Material provided.
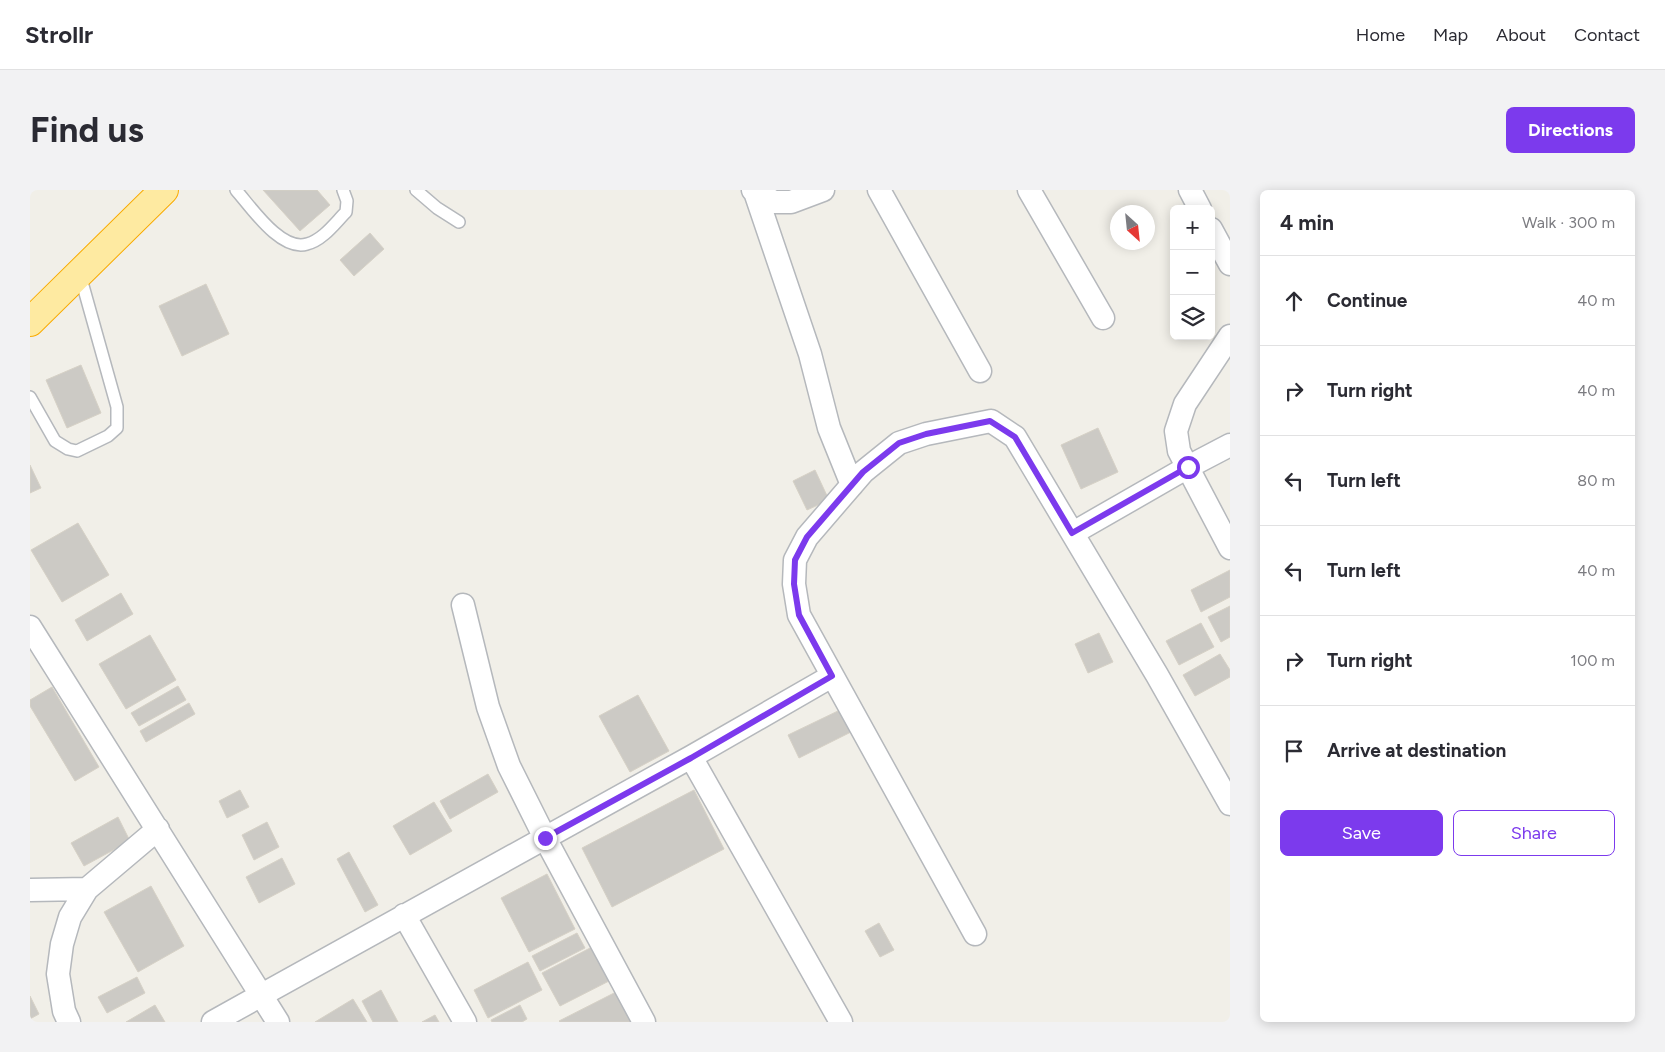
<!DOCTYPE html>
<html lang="en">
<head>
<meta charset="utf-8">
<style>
  :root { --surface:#fff; --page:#f2f2f3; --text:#2b2b33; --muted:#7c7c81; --line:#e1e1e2; --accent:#7c3aed }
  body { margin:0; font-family:Figtree,sans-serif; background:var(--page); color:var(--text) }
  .controls { position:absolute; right:15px; top:15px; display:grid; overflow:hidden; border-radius:8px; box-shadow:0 2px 12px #0003 }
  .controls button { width:45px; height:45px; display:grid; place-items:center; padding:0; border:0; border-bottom:1px solid var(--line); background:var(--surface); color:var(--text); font:25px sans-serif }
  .compass { position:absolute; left:1080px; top:15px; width:45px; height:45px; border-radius:50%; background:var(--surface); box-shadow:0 2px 12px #0003; rotate:153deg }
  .stop { position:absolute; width:15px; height:15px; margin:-11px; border:4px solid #7c3aed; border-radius:50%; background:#fff }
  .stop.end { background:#7c3aed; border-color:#fff; box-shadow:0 1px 5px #0008 }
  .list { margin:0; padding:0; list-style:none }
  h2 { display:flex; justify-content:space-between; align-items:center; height:65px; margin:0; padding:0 20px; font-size:21px }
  h2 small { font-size:16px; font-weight:400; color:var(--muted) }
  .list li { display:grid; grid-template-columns:32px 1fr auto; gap:15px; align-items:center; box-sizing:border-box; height:90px; padding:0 20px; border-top:1px solid var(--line) }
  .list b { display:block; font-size:19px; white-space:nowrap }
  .list em { font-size:16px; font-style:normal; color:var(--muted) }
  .actions { display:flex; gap:10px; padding:15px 20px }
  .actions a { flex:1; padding:11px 0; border:1px solid var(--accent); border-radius:8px; text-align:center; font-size:18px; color:var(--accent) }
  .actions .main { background:var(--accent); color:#fff }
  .icon { flex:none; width:28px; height:28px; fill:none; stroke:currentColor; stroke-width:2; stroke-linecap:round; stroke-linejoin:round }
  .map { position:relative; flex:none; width:1200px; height:832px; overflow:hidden; border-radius:8px }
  header { display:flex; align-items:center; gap:30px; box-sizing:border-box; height:70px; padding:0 25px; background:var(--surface); border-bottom:1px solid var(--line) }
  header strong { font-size:24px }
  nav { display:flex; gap:28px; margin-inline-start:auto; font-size:18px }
  .intro { display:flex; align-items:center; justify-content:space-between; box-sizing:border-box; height:120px; padding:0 30px }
  h1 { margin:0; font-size:35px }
  .button { padding:12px 22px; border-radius:8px; background:var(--accent); color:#fff; font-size:18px; font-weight:700 }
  main { display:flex; gap:30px; padding:0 30px }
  aside { flex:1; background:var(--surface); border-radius:8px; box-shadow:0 2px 12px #0003 }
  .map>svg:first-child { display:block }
  .building { fill:#cccac5; stroke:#d6d1c6 }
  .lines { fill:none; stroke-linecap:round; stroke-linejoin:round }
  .service-casing { stroke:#b5b8bc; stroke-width:14 }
  .minor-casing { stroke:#b5b8bc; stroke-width:25 }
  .trunk-casing { stroke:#f9ab00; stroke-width:30 }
  .service { stroke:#fff; stroke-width:11 }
  .minor { stroke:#fff; stroke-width:22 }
  .trunk { stroke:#feeaa1; stroke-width:28 }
  .route { stroke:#7c3aed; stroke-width:6 }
</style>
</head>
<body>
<header>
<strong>Strollr</strong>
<nav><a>Home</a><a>Map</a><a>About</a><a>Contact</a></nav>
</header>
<div class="intro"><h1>Find us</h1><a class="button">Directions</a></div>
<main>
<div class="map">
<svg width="1200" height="832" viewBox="0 0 1200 832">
  <rect width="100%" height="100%" fill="#f1efe8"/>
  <path class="building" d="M233,0h54l13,15 -30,26z
    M340,43l14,16 -30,27 -14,-16z
    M176,94l23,50 -47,22 -23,-50z
    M51,175l20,48 -34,15 -21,-48z
    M1068,238l20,44 -37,17 -20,-44z
    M0,275l11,23 -11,5z
    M785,280l14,30 -22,10 -14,-29z
    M48,333l31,52 -47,27 -31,-52z
    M1200,380v27l-29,15 -10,-22z
    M91,403l12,21 -46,27 -12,-21z
    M1200,416v31l-9,5 -13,-25z
    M1171,433l13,24 -35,18 -13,-24z
    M1069,443l14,29 -25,11 -13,-29z
    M120,445l26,45 -50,29 -27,-45z
    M1190,464l10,16v7l-35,19 -12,-21z
    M148,496l8,14 -47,26 -8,-13z
    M22,497l47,80 -24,14 -45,-75v-6z
    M608,505l31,56 -39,21 -31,-56z
    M159,513l6,11 -49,28 -6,-11z
    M810,520l11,22 -52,26 -11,-23z
    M458,584l10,18 -48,27 -10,-18z
    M210,600l9,17 -22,11 -8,-17z
    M664,600l30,59 -112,58 -30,-59z
    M404,612l18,29 -42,24 -17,-29z
    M88,627l12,24 -46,25 -13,-23z
    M237,632l12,25 -25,13 -12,-25z
    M319,662l29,53 -13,7 -28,-53z
    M252,668l13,26 -36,19 -13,-26z
    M517,684l28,55 -46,23 -28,-54z
    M121,696l33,60 -46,26 -34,-60z
    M849,733l15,27 -14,7 -15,-26z
    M547,743l8,15 -45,23 -8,-15z
    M562,757l17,34 -49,25 -18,-33z
    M498,772l14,28 -54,28 -14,-28z
    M107,787l8,16 -38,20 -9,-16z
    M351,800l17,32h-25l-11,-21z
    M586,802l15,30h-71l-1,-1z
    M0,806l9,18 -9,5z
    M323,809l14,23h-52z
    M125,815l10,17h-39z
    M490,815l7,14 -5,3h-30l-1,-2z
    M405,825l4,7h-17z"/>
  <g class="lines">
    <g class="service-casing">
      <path id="service" d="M206,0c15,17 45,62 71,54 16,-4 28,-21 39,-32l1,-11 -4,-11
        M386,0l21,18 22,14
        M0,207l25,44 13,8 9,2 31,-15 9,-8v-21l-37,-132"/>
    </g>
    <g class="minor-casing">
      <path id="minor" d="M723,0l21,12h17l32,-12
        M849,0l101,181
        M999,0l74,128
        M1160,0l10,19
        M725,2l55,162 19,74 23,57
        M1181,39l19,35
        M1200,146l-45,68 -9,27 3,20 51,97
        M1043,343l115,-66 42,-22
        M433,415l25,102 21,59 36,72 99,184
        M0,437l248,395
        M661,567l150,265
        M0,700l57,-1
        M374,725l61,107
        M945,744l-176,-319 -5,-31 1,-24 12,-23 56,-65 36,-29 27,-9 65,-13 24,16 142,238 73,129
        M39,832l-5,-11 -6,-37 4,-30 8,-27 17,-28 71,-60
        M183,832l478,-265 141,-81"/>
    </g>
    <g class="trunk-casing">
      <path id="trunk" d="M0,132l134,-132"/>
    </g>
    <use href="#service" class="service"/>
    <use href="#minor" class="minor"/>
    <use href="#trunk" class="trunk"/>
  </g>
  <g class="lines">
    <path class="route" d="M515,648l146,-80 141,-82 -33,-61 -5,-31 1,-24 12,-23 56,-65 36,-29 27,-9 64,-13 25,16 57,96 116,-66"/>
  </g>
</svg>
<div class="controls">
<button>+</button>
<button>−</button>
<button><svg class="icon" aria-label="layers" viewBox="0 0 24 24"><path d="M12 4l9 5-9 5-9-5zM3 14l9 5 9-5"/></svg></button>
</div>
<svg class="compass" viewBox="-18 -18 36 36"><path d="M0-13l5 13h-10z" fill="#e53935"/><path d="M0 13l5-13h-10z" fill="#7c7c81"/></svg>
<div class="stop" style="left:1158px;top:277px"></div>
<div class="stop end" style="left:515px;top:648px"></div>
</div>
<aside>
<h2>4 min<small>Walk · 300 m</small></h2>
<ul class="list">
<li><svg class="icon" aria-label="ahead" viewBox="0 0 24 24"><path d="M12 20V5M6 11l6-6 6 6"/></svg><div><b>Continue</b></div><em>40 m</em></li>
<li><svg class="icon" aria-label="right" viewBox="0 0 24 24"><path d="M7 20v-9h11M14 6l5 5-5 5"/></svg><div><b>Turn right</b></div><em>40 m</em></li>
<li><svg class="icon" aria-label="left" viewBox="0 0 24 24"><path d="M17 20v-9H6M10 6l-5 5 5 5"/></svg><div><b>Turn left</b></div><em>80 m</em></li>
<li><svg class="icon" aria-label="left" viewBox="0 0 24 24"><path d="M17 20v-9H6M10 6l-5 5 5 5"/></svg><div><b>Turn left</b></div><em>40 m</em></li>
<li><svg class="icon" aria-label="right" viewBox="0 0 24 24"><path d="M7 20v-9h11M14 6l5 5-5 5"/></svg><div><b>Turn right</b></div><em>100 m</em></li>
<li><svg class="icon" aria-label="arrive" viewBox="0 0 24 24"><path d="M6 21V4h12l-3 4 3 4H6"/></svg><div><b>Arrive at destination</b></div></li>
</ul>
<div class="actions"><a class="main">Save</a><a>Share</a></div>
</aside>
</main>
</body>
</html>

Instructions to follow. Where a line above holds the string "serif", show that line.

Response area.
  body { margin:0; font-family:Figtree,sans-serif; background:var(--page); color:var(--text) }
  .controls button { width:45px; height:45px; display:grid; place-items:center; padding:0; border:0; border-bottom:1px solid var(--line); background:var(--surface); color:var(--text); font:25px sans-serif }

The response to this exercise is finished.